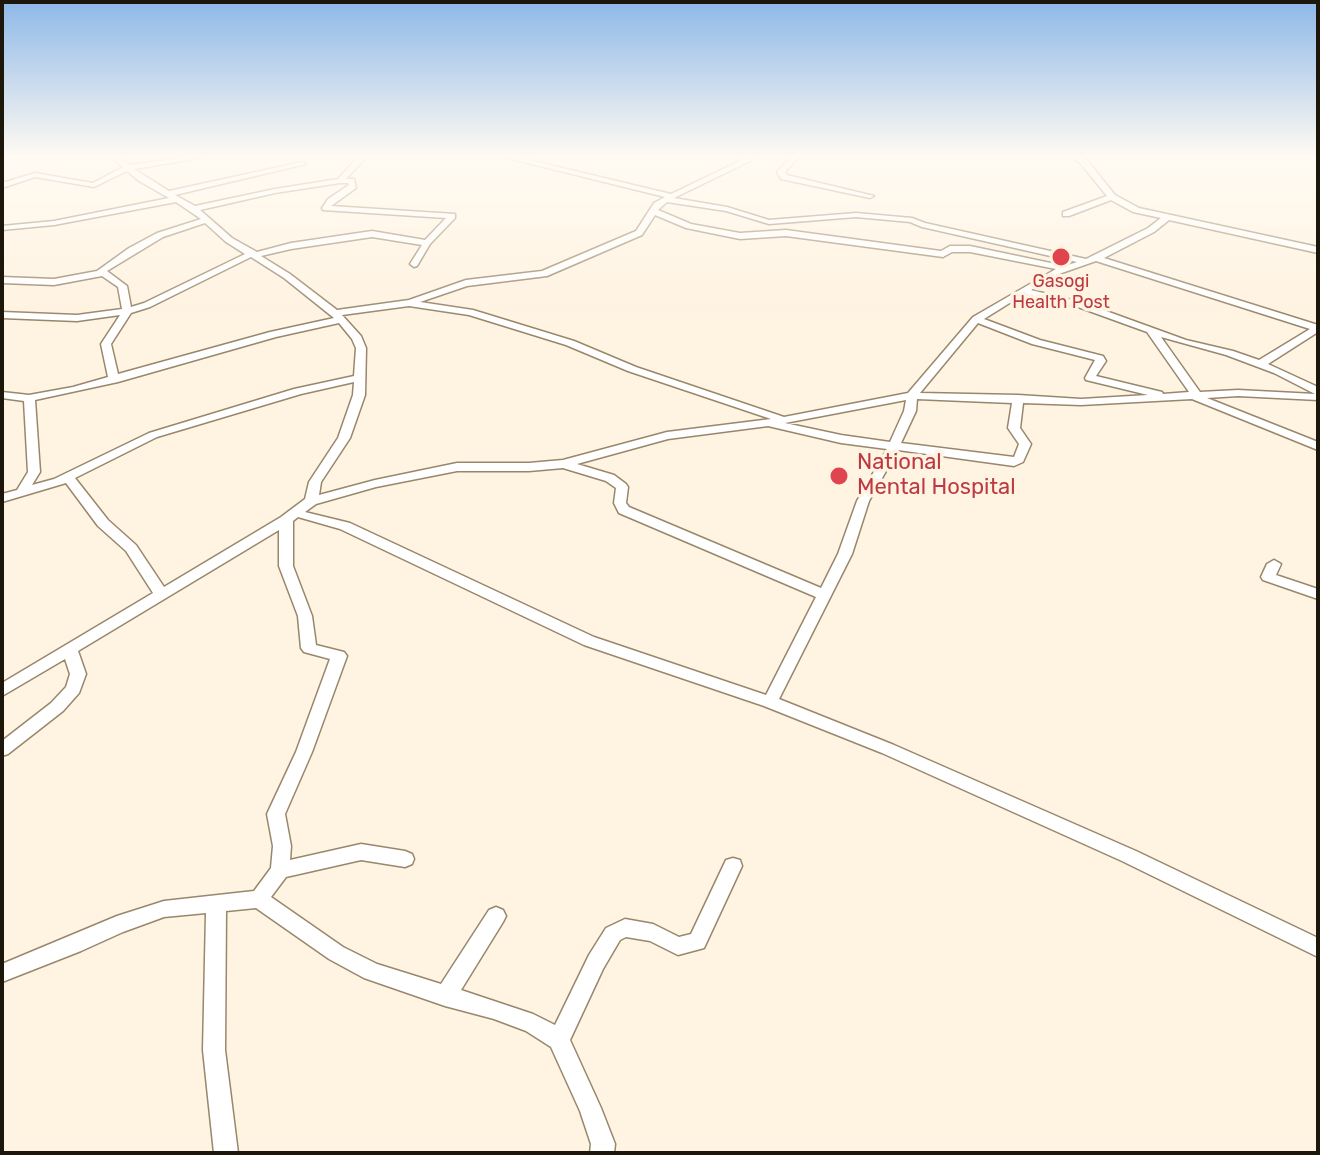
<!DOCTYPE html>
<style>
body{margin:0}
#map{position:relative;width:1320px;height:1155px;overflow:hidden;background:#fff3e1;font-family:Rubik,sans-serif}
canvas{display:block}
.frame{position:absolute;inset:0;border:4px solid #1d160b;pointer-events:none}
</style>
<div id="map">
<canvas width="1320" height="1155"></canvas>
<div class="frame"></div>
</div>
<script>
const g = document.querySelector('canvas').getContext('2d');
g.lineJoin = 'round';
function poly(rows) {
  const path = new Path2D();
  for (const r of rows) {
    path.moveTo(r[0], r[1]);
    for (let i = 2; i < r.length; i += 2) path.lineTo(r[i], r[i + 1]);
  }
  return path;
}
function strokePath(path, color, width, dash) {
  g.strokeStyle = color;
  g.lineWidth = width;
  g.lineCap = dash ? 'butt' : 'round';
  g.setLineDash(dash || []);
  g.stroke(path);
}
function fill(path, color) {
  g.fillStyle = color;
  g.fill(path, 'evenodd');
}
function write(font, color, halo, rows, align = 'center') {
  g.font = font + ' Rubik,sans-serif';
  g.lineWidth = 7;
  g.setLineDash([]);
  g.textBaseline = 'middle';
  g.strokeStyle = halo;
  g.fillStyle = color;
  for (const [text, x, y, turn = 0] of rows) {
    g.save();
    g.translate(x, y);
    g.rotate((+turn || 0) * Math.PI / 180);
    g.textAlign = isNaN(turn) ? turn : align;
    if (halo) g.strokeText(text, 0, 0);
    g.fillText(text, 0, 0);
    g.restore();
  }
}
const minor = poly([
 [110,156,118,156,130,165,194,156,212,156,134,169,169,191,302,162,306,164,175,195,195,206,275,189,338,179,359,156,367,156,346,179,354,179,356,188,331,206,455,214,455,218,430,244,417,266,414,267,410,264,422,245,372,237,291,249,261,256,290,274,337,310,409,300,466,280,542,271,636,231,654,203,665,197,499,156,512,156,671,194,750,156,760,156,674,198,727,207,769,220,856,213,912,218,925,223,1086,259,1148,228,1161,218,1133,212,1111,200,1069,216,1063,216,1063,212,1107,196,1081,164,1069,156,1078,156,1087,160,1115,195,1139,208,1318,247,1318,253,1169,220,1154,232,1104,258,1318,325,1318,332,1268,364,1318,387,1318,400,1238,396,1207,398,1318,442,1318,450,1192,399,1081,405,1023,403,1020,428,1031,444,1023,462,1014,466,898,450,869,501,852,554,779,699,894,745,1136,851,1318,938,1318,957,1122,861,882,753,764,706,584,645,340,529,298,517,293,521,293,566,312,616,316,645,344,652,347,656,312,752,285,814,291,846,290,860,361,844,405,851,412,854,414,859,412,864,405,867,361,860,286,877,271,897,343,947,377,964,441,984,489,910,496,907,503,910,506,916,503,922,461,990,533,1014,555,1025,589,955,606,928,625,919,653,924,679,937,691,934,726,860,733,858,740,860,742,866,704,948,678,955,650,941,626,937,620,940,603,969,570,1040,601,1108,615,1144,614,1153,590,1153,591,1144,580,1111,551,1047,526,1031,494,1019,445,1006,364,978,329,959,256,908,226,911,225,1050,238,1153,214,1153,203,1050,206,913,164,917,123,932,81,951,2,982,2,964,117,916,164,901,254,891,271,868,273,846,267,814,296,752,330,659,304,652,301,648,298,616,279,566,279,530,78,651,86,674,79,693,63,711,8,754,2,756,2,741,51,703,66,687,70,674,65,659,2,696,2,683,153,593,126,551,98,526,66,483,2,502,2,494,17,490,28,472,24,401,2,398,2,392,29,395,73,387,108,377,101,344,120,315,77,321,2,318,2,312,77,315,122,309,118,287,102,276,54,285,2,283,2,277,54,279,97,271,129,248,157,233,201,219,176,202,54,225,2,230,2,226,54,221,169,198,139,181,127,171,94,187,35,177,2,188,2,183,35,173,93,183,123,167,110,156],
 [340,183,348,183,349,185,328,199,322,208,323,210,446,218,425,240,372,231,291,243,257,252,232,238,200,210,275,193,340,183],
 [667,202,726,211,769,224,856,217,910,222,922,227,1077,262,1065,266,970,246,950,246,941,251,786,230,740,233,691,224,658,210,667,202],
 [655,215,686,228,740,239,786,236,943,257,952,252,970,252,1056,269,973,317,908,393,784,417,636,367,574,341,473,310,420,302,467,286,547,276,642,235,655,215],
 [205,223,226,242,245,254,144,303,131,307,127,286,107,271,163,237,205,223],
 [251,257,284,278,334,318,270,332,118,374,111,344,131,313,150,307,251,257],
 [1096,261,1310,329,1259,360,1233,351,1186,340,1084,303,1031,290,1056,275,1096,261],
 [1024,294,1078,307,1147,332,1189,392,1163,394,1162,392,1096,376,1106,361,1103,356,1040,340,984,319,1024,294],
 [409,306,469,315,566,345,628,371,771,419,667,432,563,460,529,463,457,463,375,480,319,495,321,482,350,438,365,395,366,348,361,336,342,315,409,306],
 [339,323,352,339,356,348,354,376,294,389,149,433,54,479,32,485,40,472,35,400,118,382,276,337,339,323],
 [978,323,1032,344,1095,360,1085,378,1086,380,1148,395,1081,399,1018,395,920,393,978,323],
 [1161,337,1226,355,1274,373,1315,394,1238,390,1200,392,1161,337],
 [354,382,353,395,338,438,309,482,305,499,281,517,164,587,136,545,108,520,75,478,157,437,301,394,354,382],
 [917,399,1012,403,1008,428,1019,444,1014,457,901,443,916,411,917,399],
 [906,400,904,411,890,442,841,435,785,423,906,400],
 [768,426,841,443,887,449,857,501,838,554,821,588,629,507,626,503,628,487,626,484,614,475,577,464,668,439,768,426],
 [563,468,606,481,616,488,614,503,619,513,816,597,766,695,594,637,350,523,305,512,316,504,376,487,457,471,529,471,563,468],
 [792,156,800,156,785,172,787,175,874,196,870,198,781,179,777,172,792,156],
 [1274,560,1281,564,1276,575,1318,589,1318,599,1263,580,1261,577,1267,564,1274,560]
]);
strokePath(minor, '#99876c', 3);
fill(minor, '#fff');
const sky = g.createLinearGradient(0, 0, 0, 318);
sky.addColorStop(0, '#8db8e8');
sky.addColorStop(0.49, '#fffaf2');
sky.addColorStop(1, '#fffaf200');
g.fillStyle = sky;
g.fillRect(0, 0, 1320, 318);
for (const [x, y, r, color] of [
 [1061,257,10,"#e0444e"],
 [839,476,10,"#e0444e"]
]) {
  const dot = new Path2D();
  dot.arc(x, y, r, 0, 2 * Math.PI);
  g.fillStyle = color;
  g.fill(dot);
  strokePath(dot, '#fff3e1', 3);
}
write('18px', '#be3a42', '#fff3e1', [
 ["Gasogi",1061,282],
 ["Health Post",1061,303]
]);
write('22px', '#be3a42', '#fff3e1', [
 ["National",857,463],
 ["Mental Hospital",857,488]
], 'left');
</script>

==

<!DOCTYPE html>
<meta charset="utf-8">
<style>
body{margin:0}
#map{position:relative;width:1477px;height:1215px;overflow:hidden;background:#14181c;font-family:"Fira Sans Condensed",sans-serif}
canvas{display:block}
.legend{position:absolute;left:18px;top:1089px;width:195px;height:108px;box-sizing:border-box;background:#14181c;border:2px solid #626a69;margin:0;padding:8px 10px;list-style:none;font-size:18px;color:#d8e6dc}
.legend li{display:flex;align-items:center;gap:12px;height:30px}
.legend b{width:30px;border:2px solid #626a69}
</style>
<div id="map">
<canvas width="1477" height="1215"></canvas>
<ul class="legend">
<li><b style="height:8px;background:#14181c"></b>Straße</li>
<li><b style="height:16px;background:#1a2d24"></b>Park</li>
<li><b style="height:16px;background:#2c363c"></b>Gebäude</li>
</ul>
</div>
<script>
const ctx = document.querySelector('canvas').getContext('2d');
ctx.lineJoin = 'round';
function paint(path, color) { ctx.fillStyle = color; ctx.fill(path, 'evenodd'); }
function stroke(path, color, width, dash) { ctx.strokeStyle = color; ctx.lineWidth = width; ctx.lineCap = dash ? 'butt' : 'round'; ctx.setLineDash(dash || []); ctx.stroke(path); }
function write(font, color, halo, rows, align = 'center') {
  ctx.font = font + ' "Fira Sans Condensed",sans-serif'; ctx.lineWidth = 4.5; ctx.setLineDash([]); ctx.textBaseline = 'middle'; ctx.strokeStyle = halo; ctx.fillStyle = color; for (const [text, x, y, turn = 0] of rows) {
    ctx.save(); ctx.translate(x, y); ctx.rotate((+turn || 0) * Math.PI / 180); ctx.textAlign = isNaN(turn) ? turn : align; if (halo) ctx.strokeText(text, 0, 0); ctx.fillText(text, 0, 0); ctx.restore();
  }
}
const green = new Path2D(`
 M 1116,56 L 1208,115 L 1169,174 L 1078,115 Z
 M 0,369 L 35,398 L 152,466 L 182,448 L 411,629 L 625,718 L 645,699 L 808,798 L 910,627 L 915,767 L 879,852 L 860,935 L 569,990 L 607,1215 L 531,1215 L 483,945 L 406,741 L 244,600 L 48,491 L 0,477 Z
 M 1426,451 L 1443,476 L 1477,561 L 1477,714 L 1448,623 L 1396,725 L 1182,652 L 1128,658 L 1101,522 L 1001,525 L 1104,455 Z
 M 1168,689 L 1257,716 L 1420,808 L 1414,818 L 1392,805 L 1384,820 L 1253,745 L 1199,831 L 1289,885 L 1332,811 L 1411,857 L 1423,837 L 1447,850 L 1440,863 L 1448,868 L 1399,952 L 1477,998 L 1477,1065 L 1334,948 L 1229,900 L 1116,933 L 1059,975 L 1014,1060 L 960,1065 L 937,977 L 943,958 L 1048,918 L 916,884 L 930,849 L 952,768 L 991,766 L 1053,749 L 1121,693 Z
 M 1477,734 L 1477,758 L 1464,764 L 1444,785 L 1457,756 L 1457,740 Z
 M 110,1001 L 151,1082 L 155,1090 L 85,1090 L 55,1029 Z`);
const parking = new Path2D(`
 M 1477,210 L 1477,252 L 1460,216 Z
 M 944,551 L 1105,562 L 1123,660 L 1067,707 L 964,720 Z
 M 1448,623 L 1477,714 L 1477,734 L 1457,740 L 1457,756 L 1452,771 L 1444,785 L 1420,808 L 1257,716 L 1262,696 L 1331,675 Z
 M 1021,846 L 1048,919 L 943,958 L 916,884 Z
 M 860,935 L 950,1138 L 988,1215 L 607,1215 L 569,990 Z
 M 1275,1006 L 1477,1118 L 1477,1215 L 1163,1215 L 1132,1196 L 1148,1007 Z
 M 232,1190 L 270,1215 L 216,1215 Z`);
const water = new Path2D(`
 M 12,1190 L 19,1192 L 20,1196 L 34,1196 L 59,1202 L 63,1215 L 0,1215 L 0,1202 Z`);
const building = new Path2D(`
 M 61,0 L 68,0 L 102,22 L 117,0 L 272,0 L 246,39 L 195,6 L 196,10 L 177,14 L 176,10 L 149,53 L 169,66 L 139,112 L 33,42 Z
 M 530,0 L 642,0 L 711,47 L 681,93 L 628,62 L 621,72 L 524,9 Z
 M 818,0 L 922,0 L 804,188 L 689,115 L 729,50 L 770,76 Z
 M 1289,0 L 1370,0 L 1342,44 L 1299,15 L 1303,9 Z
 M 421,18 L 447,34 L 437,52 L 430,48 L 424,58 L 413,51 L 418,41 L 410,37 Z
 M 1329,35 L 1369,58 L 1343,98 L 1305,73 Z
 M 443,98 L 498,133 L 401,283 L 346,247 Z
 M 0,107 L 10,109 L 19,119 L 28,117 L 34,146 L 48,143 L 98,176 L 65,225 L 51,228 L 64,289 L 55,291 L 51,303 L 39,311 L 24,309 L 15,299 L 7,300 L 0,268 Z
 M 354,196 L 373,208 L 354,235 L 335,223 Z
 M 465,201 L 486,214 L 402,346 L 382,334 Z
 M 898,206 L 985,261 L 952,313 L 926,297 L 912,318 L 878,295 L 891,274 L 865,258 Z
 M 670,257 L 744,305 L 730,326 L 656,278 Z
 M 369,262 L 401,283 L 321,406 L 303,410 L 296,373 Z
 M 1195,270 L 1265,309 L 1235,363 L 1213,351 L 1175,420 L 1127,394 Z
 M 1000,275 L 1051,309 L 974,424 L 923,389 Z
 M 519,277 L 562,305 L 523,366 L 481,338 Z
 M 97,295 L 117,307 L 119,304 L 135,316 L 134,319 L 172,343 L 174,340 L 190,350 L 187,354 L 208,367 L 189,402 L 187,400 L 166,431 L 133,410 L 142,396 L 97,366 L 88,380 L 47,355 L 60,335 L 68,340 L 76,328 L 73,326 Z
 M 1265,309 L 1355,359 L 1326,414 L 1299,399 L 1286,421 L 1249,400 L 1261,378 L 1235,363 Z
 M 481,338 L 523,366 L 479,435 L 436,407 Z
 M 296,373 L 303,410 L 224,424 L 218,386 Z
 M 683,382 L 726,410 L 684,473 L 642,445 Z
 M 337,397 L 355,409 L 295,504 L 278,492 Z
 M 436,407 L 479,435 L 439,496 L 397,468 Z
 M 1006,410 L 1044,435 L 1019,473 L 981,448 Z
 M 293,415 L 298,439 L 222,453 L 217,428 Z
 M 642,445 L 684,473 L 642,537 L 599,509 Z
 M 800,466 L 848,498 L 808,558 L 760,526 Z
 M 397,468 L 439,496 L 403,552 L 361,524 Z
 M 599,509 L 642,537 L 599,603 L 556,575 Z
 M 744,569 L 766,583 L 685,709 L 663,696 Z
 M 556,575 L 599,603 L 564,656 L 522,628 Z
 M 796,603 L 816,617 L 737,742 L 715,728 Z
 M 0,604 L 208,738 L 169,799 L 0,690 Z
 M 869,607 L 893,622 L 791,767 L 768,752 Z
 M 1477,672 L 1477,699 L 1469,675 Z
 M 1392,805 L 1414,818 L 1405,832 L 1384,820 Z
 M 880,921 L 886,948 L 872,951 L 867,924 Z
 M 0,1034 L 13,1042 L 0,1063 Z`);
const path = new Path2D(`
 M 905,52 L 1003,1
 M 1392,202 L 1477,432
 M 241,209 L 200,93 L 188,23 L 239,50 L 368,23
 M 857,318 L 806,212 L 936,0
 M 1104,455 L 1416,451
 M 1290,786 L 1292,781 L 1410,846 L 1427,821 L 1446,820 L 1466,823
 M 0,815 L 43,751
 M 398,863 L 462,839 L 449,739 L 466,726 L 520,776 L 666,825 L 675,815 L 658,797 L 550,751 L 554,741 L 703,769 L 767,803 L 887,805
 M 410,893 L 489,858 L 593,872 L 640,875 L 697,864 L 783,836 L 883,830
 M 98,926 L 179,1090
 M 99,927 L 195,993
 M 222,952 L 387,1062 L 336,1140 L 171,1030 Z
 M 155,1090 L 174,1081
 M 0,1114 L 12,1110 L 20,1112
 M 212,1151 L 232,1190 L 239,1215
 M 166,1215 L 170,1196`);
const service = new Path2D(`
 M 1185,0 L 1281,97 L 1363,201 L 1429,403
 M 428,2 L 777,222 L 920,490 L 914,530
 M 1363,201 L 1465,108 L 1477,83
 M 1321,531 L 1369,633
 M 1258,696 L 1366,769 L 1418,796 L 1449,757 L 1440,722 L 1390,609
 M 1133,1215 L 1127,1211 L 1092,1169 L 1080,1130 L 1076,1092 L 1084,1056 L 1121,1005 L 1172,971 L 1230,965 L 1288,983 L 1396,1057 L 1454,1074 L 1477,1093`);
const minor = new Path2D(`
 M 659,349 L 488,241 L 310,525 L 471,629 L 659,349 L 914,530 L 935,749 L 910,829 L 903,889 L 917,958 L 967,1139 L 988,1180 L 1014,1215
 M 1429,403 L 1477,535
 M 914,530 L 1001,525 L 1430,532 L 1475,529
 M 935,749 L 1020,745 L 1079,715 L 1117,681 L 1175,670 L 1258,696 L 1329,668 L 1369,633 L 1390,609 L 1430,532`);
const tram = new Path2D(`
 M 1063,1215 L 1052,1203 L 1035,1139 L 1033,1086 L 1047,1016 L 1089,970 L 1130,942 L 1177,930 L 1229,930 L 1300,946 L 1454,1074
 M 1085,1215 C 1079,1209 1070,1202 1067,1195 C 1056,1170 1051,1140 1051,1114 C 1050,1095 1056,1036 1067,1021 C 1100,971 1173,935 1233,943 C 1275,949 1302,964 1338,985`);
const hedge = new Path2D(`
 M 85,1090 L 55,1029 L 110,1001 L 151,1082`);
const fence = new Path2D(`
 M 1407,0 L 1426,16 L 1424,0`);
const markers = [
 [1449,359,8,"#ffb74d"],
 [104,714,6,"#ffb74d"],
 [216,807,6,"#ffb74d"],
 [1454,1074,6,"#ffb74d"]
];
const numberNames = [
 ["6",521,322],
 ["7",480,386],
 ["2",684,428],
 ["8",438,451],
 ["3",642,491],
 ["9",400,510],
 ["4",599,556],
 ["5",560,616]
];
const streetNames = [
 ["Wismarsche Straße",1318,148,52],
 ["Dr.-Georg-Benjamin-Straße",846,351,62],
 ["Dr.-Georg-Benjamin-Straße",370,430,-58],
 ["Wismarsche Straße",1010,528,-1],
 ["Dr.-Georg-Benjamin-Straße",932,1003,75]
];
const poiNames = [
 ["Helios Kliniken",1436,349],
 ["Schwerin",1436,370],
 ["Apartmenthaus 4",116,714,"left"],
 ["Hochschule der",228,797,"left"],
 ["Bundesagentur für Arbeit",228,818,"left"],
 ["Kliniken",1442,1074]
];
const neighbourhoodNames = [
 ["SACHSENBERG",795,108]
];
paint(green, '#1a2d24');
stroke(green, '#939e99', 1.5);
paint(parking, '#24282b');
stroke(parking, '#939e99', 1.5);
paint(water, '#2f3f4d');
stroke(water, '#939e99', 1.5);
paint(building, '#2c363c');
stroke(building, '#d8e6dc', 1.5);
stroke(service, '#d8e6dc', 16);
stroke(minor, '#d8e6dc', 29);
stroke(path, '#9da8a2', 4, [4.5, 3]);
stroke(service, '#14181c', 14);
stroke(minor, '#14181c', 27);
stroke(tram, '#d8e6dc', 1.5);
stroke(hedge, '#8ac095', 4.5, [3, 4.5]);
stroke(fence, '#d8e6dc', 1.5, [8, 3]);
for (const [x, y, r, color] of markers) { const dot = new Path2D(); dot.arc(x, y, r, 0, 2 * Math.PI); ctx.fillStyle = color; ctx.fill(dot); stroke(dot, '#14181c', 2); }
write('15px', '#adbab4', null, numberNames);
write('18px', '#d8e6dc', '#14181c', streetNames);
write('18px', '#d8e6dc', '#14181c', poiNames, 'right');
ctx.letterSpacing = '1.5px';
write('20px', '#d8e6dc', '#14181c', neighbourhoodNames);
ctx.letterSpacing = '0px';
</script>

> **Exercise**:
Return a copy of each line in the records above that has "align" in it.

> **Result for this exercise**:
function write(font, color, halo, rows, align = 'center') {
    g.textAlign = isNaN(turn) ? turn : align;
.legend li{display:flex;align-items:center;gap:12px;height:30px}
function write(font, color, halo, rows, align = 'center') {
    ctx.save(); ctx.translate(x, y); ctx.rotate((+turn || 0) * Math.PI / 180); ctx.textAlign = isNaN(turn) ? turn : align; if (halo) ctx.strokeText(text, 0, 0); ctx.fillText(text, 0, 0); ctx.restore();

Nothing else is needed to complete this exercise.